= EXERCISE DIRECTIONS =
The entries are to be duplicated exactly, though any picture in them must be omitted.

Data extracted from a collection
══════

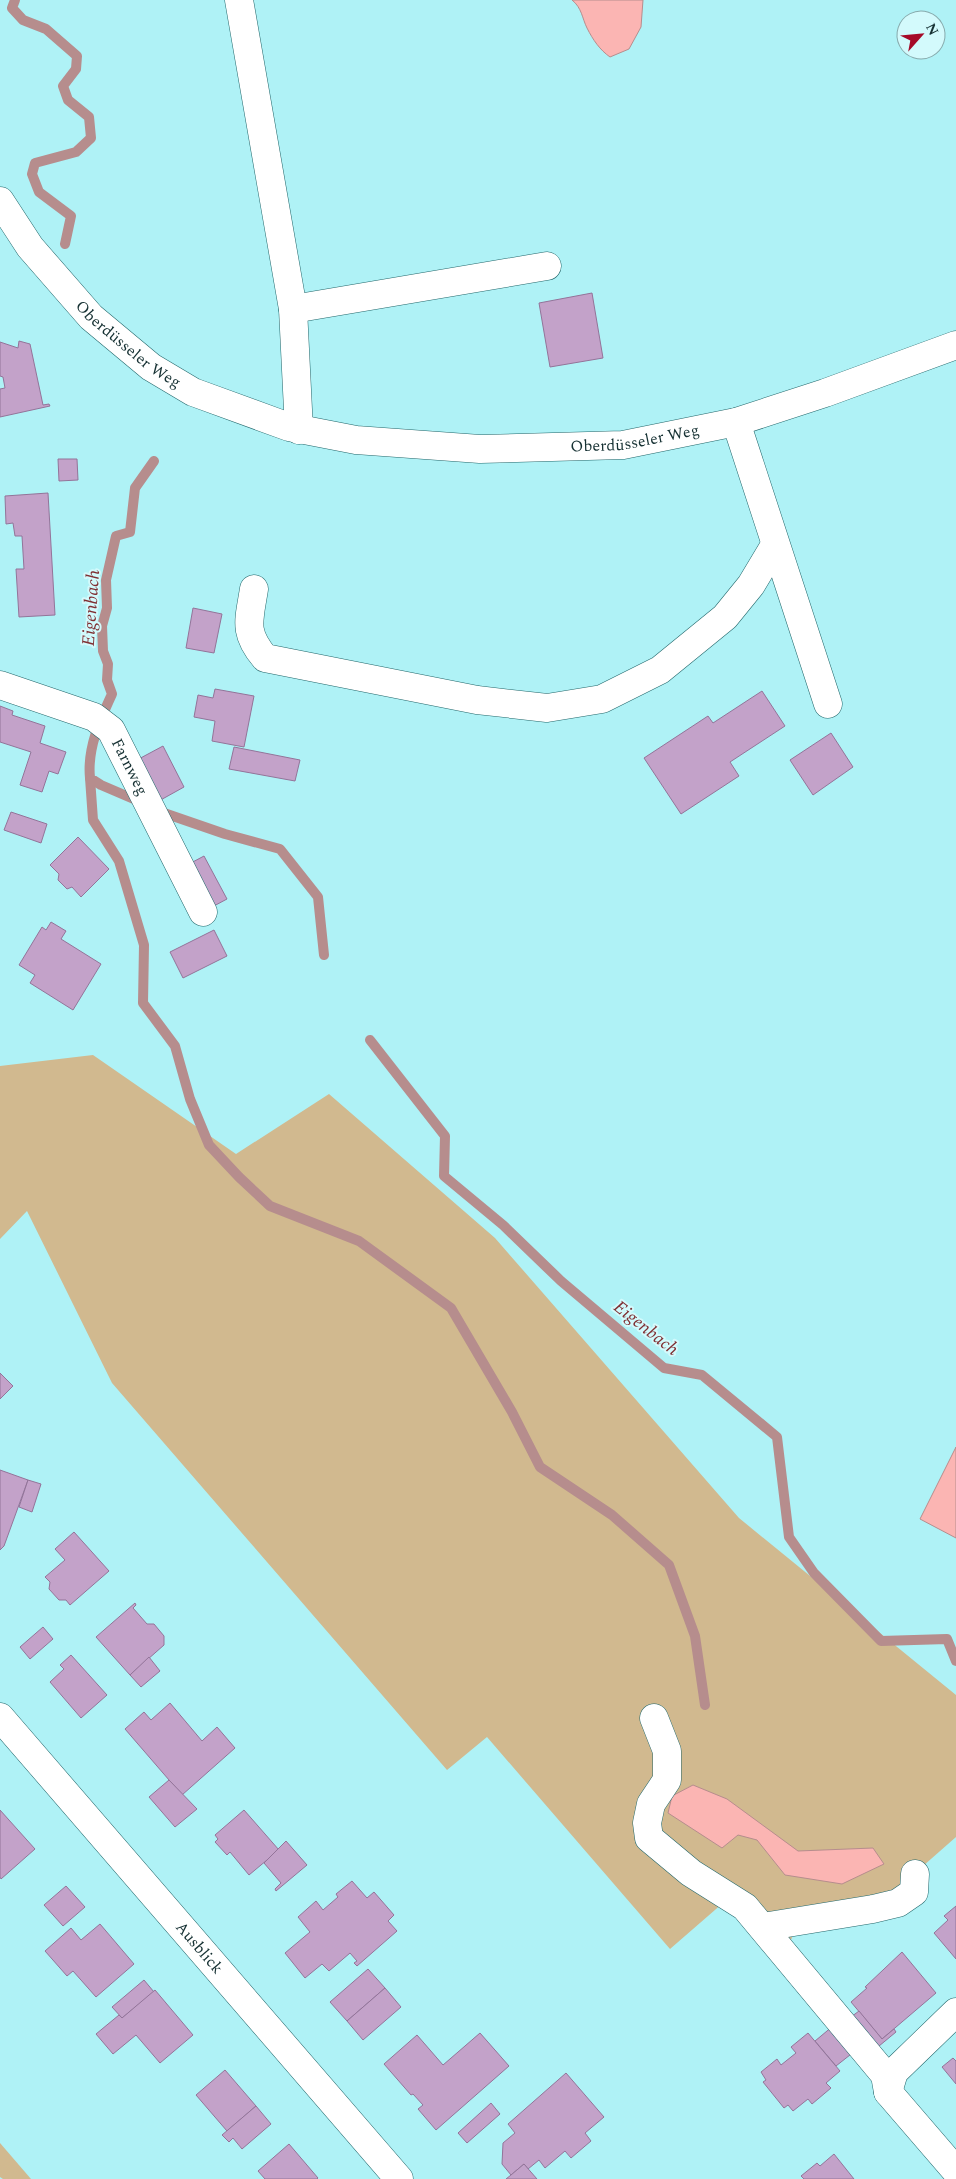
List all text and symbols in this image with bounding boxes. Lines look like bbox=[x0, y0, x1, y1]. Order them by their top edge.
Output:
north arrow bbox=[896, 10, 946, 60]
text: N bbox=[920, 19, 944, 39]
street label: Oberdüsseler Weg bbox=[70, 295, 186, 394]
street label: Oberdüsseler Weg bbox=[570, 418, 701, 458]
water label: Eigenbach bbox=[75, 569, 107, 647]
street label: Farnweg bbox=[105, 734, 154, 800]
water label: Eigenbach bbox=[608, 1294, 684, 1362]
street label: Ausblick bbox=[170, 1916, 229, 1979]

══════

= EXPECTED OUTPUT =
List all text and symbols in this image with bounding boxes. Lines look like bbox=[x0, y0, x1, y1]. Order them by their top edge.
Output:
north arrow bbox=[896, 10, 946, 60]
text: N bbox=[920, 19, 944, 39]
street label: Oberdüsseler Weg bbox=[70, 295, 186, 394]
street label: Oberdüsseler Weg bbox=[570, 418, 701, 458]
water label: Eigenbach bbox=[75, 569, 107, 647]
street label: Farnweg bbox=[105, 734, 154, 800]
water label: Eigenbach bbox=[608, 1294, 684, 1362]
street label: Ausblick bbox=[170, 1916, 229, 1979]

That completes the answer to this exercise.